If you find a spirituality that really jives with your own, these are groups you can plug into wherever you go in life. Established examples include Communion and Liberation and Focolare; groups that are innovating new ways to draw people together include Blessed is She and any of these local movements.
5. Volunteer, and meet people who share similar values.
Volunteering is not only a great way to serve those in need in your community, but also a great way to connect with people who value the same things you do. Look for charities supported by your local parish or volunteer programs run by the Church, then contact the volunteer coordinator and get involved!
6. Do your own thing!
Once you meet a few people who share a similar desire to have faith be a part of their life, start something new with them. It could be a women’s/men’s group, a “Lord’s Day” Sunday potluck dinner, a trivia night, or anything else that fosters community.
My best friend and her husband started a seasonal movie discussion group on a film that could be viewed through a lens of faith. We watched Les Mis, Free Solo, and A Hidden Life, to name a few. Recently, I asked three women around my age to start a women’s group with me. I cook a simple soup dinner and we get together every two weeks to discuss how we sense God in our lives. Organic events like these can be some of the best ways to foster community and are so easy, low-barrier events to invite in new people once you become a “regular.”
7. Be patient.
These things take time. I thought of myself as the kind of person who could work any room, but even I had some awkward moments trying to meet people at Church events. Eventually, I met a few people who shared a similar intentionality around faith, and those were the relationships that made my time in Phoenix worthwhile.

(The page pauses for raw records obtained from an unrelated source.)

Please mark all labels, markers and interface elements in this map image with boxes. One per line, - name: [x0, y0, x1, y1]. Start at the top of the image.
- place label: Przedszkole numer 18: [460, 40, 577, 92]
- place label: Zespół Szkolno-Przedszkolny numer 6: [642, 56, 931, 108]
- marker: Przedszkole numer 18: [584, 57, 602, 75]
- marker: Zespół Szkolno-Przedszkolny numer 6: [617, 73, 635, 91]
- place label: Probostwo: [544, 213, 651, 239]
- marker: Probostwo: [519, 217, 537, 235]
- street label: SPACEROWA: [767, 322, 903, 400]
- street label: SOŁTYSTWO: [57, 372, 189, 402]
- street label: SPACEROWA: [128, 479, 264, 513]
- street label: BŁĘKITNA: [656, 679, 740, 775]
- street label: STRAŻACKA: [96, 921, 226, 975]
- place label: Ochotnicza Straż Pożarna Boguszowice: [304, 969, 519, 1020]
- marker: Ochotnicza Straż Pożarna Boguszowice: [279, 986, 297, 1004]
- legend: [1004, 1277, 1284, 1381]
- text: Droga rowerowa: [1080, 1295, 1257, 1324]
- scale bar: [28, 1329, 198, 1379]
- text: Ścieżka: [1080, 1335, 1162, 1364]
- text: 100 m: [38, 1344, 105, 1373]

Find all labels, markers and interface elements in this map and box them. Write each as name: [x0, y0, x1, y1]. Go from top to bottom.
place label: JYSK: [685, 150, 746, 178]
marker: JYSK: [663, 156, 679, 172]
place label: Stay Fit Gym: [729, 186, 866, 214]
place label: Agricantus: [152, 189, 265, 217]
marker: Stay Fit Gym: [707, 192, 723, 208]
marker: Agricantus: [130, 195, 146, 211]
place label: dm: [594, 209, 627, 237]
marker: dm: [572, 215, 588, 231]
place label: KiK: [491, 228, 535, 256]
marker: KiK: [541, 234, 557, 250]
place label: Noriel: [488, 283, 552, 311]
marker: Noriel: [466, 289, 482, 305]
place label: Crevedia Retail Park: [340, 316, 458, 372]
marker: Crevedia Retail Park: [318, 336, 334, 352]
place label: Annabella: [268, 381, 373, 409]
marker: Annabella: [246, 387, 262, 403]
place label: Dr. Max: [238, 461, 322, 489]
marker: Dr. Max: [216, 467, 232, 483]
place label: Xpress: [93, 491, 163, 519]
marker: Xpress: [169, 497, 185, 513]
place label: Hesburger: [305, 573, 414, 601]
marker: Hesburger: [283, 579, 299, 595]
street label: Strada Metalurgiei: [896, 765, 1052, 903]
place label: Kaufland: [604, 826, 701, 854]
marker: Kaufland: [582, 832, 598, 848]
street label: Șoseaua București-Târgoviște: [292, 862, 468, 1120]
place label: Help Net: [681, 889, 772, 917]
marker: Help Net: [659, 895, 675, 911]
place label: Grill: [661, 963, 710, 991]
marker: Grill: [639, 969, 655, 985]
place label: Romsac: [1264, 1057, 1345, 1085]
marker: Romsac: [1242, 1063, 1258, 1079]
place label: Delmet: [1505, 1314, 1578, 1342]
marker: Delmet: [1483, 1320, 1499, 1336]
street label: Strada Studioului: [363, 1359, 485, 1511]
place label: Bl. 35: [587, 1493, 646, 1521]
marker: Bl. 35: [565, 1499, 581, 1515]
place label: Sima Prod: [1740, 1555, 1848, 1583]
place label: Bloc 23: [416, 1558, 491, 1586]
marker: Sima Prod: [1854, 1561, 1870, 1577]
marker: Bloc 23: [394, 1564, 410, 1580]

Even though the journey had its challenges, seeking a faith-based community reinforced my desire to find people who also want faith to play an important role in their adult lives. I have become more grounded in my desire to find a Church and a group of people to go to church with. I have become more hopeful that I can find Christian community or even create it if it’s something I really want. Now, I can confidently say that the journey — even with its struggles — is worth it for the friendships and community life we forge on the way.